EXERCISE AIM: Exactly as they appear, reproduce the lines from the one holding "Detect all street" through the last line of the material below.
+++ RECORDS SHOWN
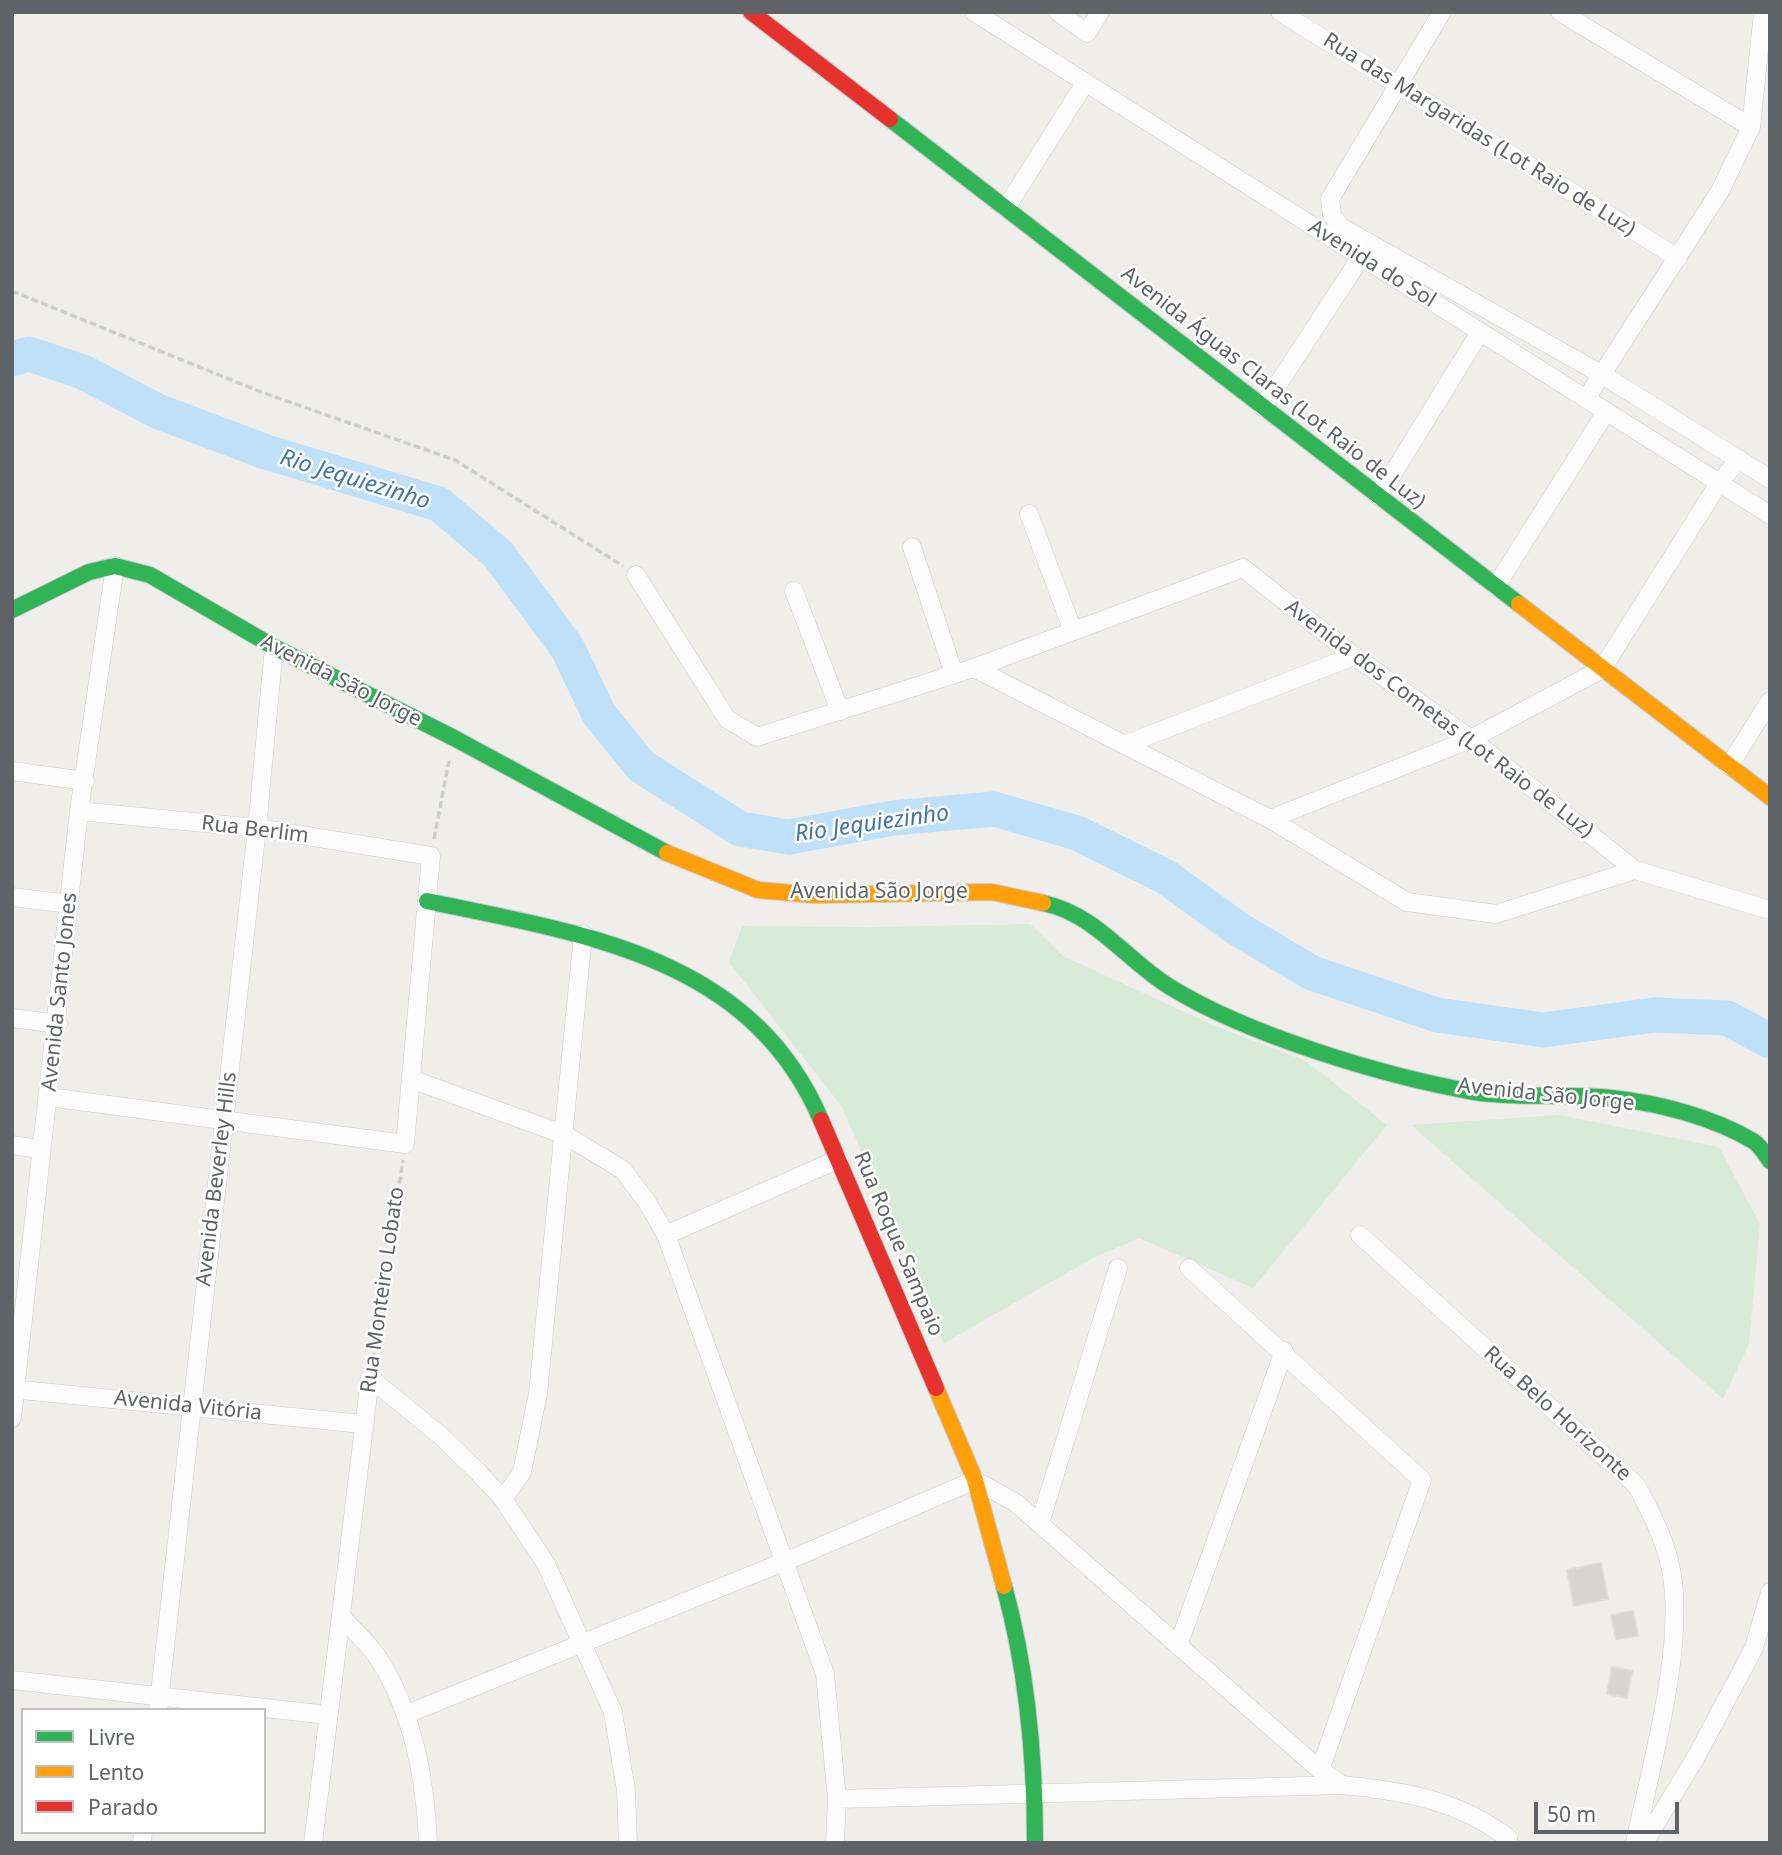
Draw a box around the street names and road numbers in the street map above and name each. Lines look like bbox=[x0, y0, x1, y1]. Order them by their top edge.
street label: Rua das Margaridas (Lot Raio de Luz) bbox=[1318, 28, 1640, 242]
street label: Avenida do Sol bbox=[1304, 215, 1440, 313]
street label: Avenida Águas Claras (Lot Raio de Luz) bbox=[1116, 261, 1430, 515]
street label: Avenida dos Cometas (Lot Raio de Luz) bbox=[1280, 595, 1598, 843]
street label: Avenida São Jorge bbox=[256, 629, 426, 733]
street label: Rua Berlim bbox=[200, 811, 310, 849]
street label: Avenida São Jorge bbox=[790, 879, 968, 905]
street label: Avenida Santo Jones bbox=[37, 891, 83, 1093]
street label: Avenida Beverley Hills bbox=[191, 1070, 243, 1288]
street label: Avenida São Jorge bbox=[1456, 1073, 1636, 1117]
street label: Rua Roque Sampaio bbox=[848, 1148, 948, 1340]
street label: Rua Monteiro Lobato bbox=[356, 1185, 410, 1395]
street label: Rua Belo Horizonte bbox=[1478, 1341, 1636, 1487]
street label: Avenida Vitória bbox=[113, 1386, 263, 1426]

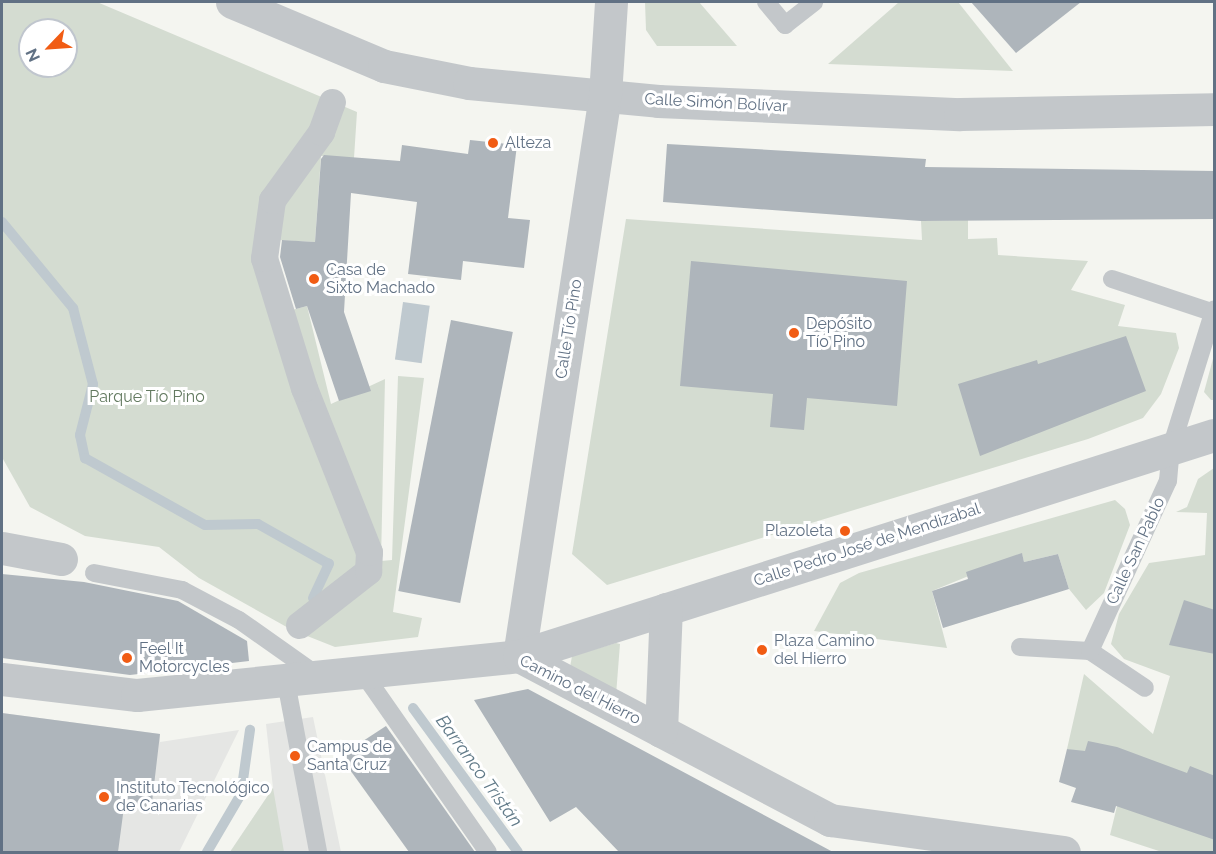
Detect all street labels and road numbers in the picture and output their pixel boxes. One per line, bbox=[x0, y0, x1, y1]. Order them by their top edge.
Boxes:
street label: Calle Simón Bolívar bbox=[644, 90, 788, 116]
street label: Calle Tío Pino bbox=[552, 278, 586, 380]
street label: Calle San Pablo bbox=[1103, 494, 1169, 608]
street label: Calle Pedro José de Mendizabal bbox=[751, 499, 983, 591]
street label: Camino del Hierro bbox=[516, 651, 644, 729]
++++++
RESULT:
Detect all street labels and road numbers in the picture and output their pixel boxes. One per line, bbox=[x0, y0, x1, y1]. Order them by their top edge.
Boxes:
street label: Calle Simón Bolívar bbox=[644, 90, 788, 116]
street label: Calle Tío Pino bbox=[552, 278, 586, 380]
street label: Calle San Pablo bbox=[1103, 494, 1169, 608]
street label: Calle Pedro José de Mendizabal bbox=[751, 499, 983, 591]
street label: Camino del Hierro bbox=[516, 651, 644, 729]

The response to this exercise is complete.